Como em quase tudo aí no Brasil, nossa colossal desinformação sobre os vizinhos próximos só se revela menos desmedida quanto o assunto é futebol. Nenhum brasileiro jamais deixará de saber que foi a brava celeste uruguaia que nos impôs a mais dolorosa de todas as derrotas, na final da Copa do Mundo de 1950, em pleno Maracanã. Até nisso o Uruguai vive mergulhado em nostalgia. A equipe uruguaia de 50 ganhou aqui em Montevidéu ares de mito, reeditado e atualizado geração após geração. "Los brasileños sienten um escalofrío cuando deben enfrentar a los celestes", gaba-se o jornalista uruguaio Luis Prats, autor de "La Crónica Celeste", que fiz questão de comprar e pôr na bagagem para ler quando da volta ao Brasil. Porém, como a neutralizar esse patriotismo nostálgico, as propagandas de lojas de departamento prometem aos uruguaios descontos especiais na compra de televisores se a equipe nacional conseguir a proeza de, vejam só, passar pelo menos às quartas-de-finais no mundial que começa daqui a menos de um mês na África do Sul.

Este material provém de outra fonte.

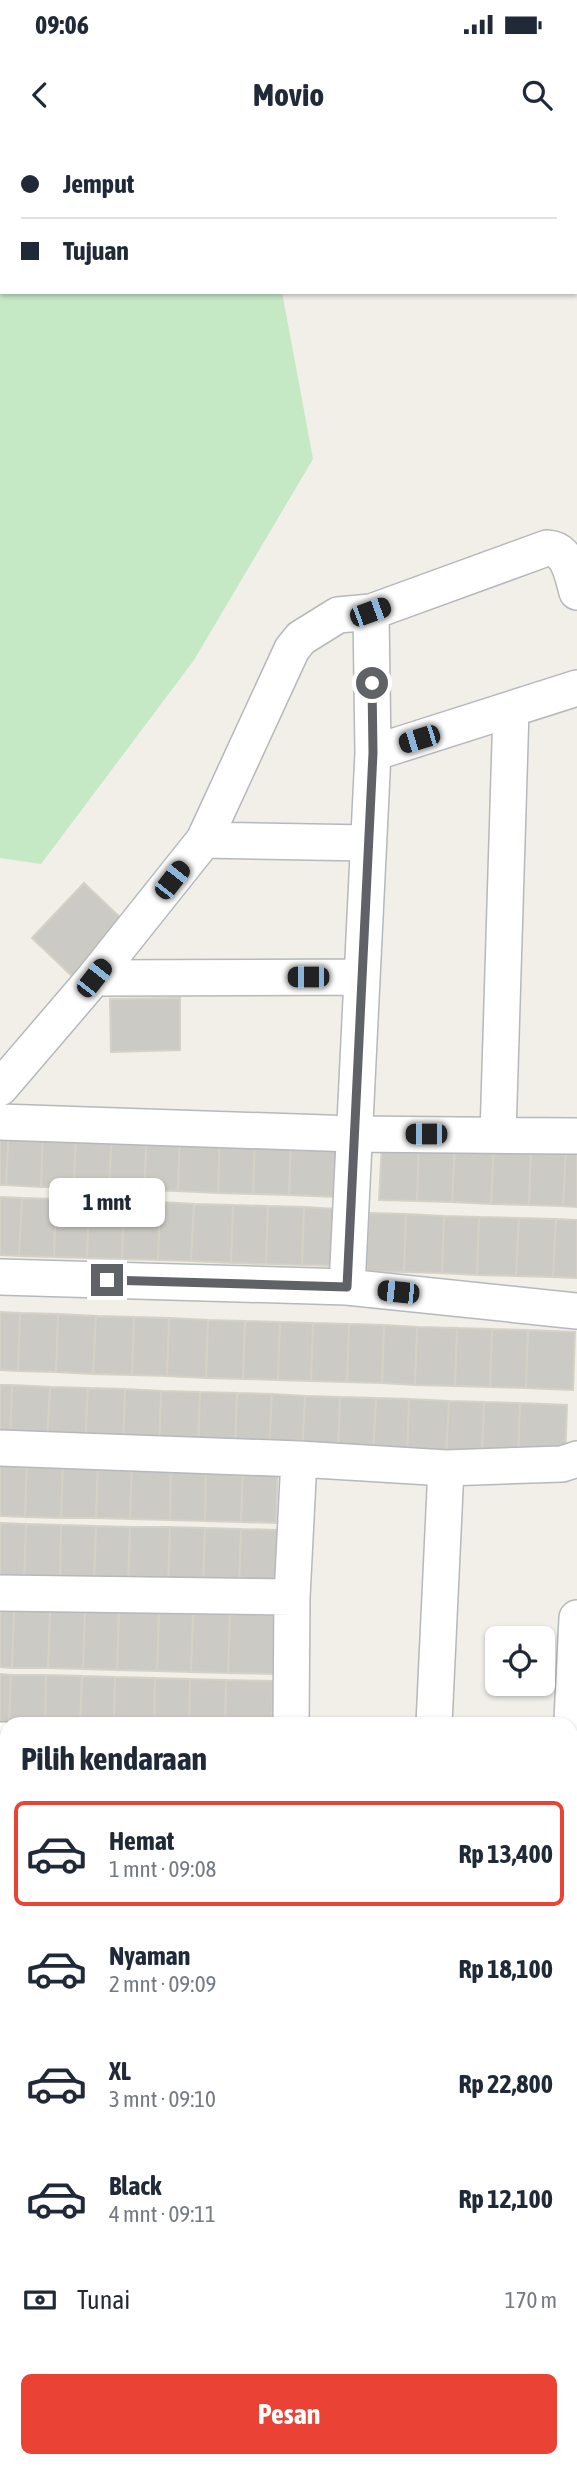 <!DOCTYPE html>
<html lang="id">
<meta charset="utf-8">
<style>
body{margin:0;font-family:"Asap Condensed",sans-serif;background:#f2f2f3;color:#1f2937;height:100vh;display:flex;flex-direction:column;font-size:26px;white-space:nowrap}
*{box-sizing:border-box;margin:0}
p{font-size:23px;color:#747a83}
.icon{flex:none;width:38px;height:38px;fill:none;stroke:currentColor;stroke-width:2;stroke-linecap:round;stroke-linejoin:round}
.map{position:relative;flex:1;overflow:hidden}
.sheet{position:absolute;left:0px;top:1577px;width:578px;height:751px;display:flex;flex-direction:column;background:#fff;border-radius:21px 21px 0 0;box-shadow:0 2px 5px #0004}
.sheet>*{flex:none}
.hud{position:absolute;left:0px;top:0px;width:578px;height:154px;box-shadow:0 2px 5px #0004;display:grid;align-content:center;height:154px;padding:0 21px;background:#fff}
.controls{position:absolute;left:485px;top:1486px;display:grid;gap:14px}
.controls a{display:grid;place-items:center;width:70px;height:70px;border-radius:10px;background:#fff;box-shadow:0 2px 5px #0004;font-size:35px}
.end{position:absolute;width:32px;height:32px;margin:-16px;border:9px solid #5f6368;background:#fff;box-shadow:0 0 0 4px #fff}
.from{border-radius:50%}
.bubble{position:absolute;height:49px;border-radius:10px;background:#fff;box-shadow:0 2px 5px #0004;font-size:23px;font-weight:700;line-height:49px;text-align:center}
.car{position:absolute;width:21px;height:42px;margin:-21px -10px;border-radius:9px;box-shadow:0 0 5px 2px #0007;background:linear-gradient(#222 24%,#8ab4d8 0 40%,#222 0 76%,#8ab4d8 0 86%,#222 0)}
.hud b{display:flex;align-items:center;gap:24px;height:66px;font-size:26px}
.hud b+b{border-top:2px solid #e0e1e3}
.hud i{width:18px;height:18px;background:#1f2937}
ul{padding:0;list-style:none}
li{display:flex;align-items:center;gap:21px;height:105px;margin:0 14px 10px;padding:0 7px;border:4px solid transparent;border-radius:10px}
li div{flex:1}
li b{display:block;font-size:26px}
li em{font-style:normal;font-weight:700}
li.active{border-color:#ea4335}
li>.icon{width:63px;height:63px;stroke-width:1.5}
h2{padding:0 21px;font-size:32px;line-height:84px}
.pay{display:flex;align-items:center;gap:18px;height:77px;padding:0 21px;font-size:26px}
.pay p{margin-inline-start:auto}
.button{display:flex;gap:14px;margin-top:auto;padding:14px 21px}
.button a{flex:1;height:80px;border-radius:10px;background:#ea4335;color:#fff;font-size:28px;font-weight:700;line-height:80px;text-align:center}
.status{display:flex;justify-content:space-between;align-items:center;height:49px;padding:0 35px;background:#fff;direction:ltr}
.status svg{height:19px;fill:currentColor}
header{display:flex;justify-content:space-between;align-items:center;height:91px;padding:0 21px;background:#fff;font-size:32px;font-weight:700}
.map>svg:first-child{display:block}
.green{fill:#c5e8c5}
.building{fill:#cccac5;stroke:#d6d1c6;stroke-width:2}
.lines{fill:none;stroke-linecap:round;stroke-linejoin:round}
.minor-casing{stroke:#b5b8bc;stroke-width:38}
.minor{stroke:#fff;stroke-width:35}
.route{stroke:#5f6368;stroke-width:9}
</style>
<div class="status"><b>09:06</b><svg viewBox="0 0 49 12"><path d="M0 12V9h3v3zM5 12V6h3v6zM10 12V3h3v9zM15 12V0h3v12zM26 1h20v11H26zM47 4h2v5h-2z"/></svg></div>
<header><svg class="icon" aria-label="back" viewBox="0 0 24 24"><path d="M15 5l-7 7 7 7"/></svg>Movio<svg class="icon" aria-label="search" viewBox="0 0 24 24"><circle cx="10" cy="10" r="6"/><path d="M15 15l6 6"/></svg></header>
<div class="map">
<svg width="577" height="2326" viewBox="0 0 577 2326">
<rect width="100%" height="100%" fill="#f1efe8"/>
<!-- green -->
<path class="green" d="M0,0H254V2H2V152H282L313,319L194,520L41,724L0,718Z"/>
<!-- building -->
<path class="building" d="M84,743L126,783L74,838L32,798Z
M180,858V910L111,912L110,859Z
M0,987H9L6,1045H0Z
M9,987L43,989L41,1047L6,1045Z
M43,989L76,990L74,1047H41Z
M76,990L112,991L109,1049L74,1047Z
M112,991L147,992L144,1050L109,1049Z
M147,992L180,994L178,1051L144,1050Z
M180,994L220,995L218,1053L178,1051Z
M220,995L255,996L253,1054L218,1053Z
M255,996L291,997L289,1055L253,1054Z
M291,997L338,999L336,1057L289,1055Z
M382,1002L419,1003L417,1061L379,1060Z
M419,1003L455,1005L452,1062L417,1061Z
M455,1005L494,1006L491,1064L452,1062Z
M494,1006L531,1007L529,1065L491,1064Z
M531,1007L566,1008L563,1066L529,1065Z
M566,1008L577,1009V1067L563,1066Z
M0,1057L22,1058L19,1116L0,1115Z
M22,1058L56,1059L54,1117L19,1116Z
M56,1059L89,1060L87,1118L54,1117Z
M89,1060L124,1061L122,1119L87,1118Z
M124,1061L160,1062L158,1120L122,1119Z
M160,1062L194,1064L191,1121L158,1120Z
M194,1064L233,1065L231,1123L191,1121Z
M233,1065L268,1066L266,1124L231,1123Z
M268,1066L304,1067L302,1125L266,1124Z
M304,1067L336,1069L333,1126L302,1125Z
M369,1073L406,1074L404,1132L366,1131Z
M406,1074L444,1076L442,1133L404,1132Z
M444,1076L479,1077L477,1135L442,1133Z
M479,1077L519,1078L516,1136L477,1135Z
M519,1078L556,1079L553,1137L516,1136Z
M556,1079L577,1080V1138L553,1137Z
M0,1172L20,1173L18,1231L0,1230Z
M20,1173L58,1174L56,1232L18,1231Z
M58,1174L96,1176L93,1234L56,1232Z
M96,1176L134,1177L132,1235L93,1234Z
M134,1177L169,1178L167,1236L132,1235Z
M169,1178L208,1180L206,1238L167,1236Z
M208,1180L245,1181L243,1239L206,1238Z
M245,1181L280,1182L278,1240L243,1239Z
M280,1182L313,1183L311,1241L278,1240Z
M313,1183L349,1184L347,1242L311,1241Z
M349,1184L384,1185L382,1243L347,1242Z
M384,1185L417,1187L415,1245L382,1243Z
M417,1187L457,1188L455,1246L415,1245Z
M457,1188L492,1189L490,1247L455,1246Z
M492,1189L528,1190L526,1248L490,1247Z
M528,1190L575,1192L573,1250L526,1248Z
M0,1245H12L10,1303H0Z
M12,1245L50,1247L47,1304L10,1303Z
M50,1247L88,1248L85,1306L47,1304Z
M88,1248L125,1249L123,1307L85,1306Z
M125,1249L161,1251L159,1308L123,1307Z
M161,1251L200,1252L198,1310L159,1308Z
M200,1252L237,1253L235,1311L198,1310Z
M237,1253L272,1254L269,1312L235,1311Z
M272,1254L305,1256L302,1313L269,1312Z
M305,1256L340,1257L338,1315L302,1313Z
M340,1257L376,1258L373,1316L338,1315Z
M376,1258L409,1259L407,1317L373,1316Z
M409,1259L449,1261L446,1318L407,1317Z
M449,1261L484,1262L482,1319L446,1318Z
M484,1262L520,1263L518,1321L482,1319Z
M520,1263L567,1265L565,1322L518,1321Z
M0,1318L27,1319L25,1377L0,1376Z
M27,1319L63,1320L61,1378L25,1377Z
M63,1320L98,1321L96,1378H61Z
M98,1321L132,1322L130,1379L96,1378Z
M132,1322H171L170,1380L130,1379Z
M171,1322L206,1323L205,1381L170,1380Z
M206,1323L243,1324L241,1382L205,1381Z
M243,1324H278L276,1383L241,1382Z
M0,1383L26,1384L24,1442L0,1441Z
M26,1384L61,1385L60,1443L24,1442Z
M61,1385L96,1386L94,1444L60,1443Z
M96,1386L130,1387L128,1445L94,1444Z
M130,1387H170L168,1446L128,1445Z
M170,1387L205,1388L203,1446H168Z
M205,1388L241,1389L239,1447L203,1446Z
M241,1389L278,1390L276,1448L239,1447Z
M0,1469L14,1470L12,1528L0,1527Z
M14,1470H50L48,1528H12Z
M50,1470L85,1471L83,1529L48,1528Z
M85,1471L119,1472L117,1530L83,1529Z
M119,1472L159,1473L157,1531L117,1530Z
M159,1473L193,1474L191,1532L157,1531Z
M193,1474H230L228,1533L191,1532Z
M230,1474L277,1475L275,1534L228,1533Z
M0,1534L11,1535L9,1584L0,1592Z
M11,1535H46L45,1584H9Z
M46,1535L82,1536L80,1584H45Z
M82,1536L115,1537L114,1584H80Z
M115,1537L155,1538L154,1584H114Z
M155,1538L190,1539L189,1584H154Z
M190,1539L226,1540L225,1584H189Z
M226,1540L273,1541L272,1584H225Z"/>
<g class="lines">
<defs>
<path id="minor" d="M373,613L577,548
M204,700L368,703
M94,838L361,837
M0,948L94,838L204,700L292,509L301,498L338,475L371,472L547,408C569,409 572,435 577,452
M0,982L354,994L577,996
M498,995L511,570
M0,1137L347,1147L577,1171
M347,1147L373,613L371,472
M0,1308L299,1319L446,1328L562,1324L577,1319
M0,1453L292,1457
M291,1584L292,1457L299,1319
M434,1584L446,1328
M0,1600H7
M570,1620L577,1478
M0,1633L7,1639
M570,1798L577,1799
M570,1957L577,1958
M119,2326L122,2320"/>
</defs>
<!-- minor casing -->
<use href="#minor" class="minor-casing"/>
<!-- minor -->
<use href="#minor" class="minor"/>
</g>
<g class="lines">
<!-- route -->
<path class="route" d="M107,1140L347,1147L373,613L372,543"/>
</g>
</svg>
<div class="controls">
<a><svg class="icon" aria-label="locate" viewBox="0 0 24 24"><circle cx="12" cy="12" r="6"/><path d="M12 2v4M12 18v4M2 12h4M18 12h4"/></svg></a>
</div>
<i class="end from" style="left:372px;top:543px"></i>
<i class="end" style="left:107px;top:1140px"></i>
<div class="bubble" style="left:49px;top:1038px;width:116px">1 mnt</div>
<i class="car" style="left:370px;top:472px;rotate:70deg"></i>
<i class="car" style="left:419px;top:599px;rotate:253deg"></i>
<i class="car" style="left:172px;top:740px;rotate:38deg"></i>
<i class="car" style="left:308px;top:837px;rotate:270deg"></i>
<i class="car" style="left:94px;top:838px;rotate:38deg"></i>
<i class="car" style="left:426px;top:994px;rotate:270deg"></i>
<i class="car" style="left:398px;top:1152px;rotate:276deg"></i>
<div class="hud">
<b><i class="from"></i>Jemput</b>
<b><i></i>Tujuan</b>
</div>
<section class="sheet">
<h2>Pilih kendaraan</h2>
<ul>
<li class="active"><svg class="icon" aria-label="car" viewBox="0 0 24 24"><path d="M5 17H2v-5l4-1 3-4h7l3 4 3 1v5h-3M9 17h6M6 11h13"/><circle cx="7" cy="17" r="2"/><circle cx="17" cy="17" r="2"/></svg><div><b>Hemat</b><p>1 mnt · 09:08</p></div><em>Rp 13,400</em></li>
<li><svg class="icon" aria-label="car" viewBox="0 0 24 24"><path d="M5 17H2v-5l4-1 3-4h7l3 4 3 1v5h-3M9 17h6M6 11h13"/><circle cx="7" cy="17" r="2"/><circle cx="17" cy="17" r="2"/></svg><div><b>Nyaman</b><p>2 mnt · 09:09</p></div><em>Rp 18,100</em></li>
<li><svg class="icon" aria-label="car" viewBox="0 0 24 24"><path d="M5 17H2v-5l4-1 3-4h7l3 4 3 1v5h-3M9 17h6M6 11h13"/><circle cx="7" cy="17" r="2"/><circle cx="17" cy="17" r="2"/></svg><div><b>XL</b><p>3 mnt · 09:10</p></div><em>Rp 22,800</em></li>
<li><svg class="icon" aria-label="car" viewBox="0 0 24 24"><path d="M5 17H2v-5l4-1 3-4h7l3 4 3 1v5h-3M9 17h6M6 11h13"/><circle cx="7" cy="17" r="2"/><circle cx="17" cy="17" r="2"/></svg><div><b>Black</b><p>4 mnt · 09:11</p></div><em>Rp 12,100</em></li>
</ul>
<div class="pay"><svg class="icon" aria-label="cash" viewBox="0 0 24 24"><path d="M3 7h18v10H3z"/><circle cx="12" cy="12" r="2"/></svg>Tunai<p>170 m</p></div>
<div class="button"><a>Pesan</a></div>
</section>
</div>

Mas, afora o futebol, que mais sabemos deles? Quase nada, reconheçamos. Logo no primeiro dia em Montevidéu, talvez para atestar minha assumida ignorância, minha mulher indagou-me, assim, de supetão: "Quem é atual o presidente do Uruguai?". Gaguejei, demorando, enrolando para responder. Os leitores desta crônica também gaguejariam ou responderiam de bate-pronto? Pois bem. Saibam que, enquanto isso, em todos os quiosques de Montevidéu, uma revista semanal de informações estampa uma foto de Lula. Nos jornais, o Brasil é assunto recorrente.

Portanto, a surrada desculpa de que a barreira linguística foi o que nos infligiu a histórica distância em relação aos demais países do continente sul-americano não se sustenta. Se eles demonstram tanto interesse em nós, que falamos português, porque não retribuímos em idêntica medida a eles, que falam espanhol? Como agravante, existe a constatação de que, na maioria das vezes, torna-se bem mais barato viajar para Buenos Aires, Santiago ou Montevidéu do que para diferentes destinos do próprio Brasil. Se não é tão caro, se não é tão longe, se há tanto a nos unir e tanto para conhecermos, porque permanecemos de costas viradas para a América Latina?

Por que insistimos em ser um país ilhado no próprio continente? Por que não instauramos um espaço de reconhecimento mútuo, aquilo que nas palavras do amigo Floriano Martins constituiria uma saborosa "vertigem da unidade", cujo efeito seria "multiplicado pela chama das diversidades"? Quando o mesmo Floriano, com erros e acertos, tentou promover uma Bienal do Livro que fosse o germe dessa descoberta, quase lhe atiraram pedras aí no Ceará. Uma pena. E uma injustiça só comparada ao tamanho de nossa incomensurável estupidez.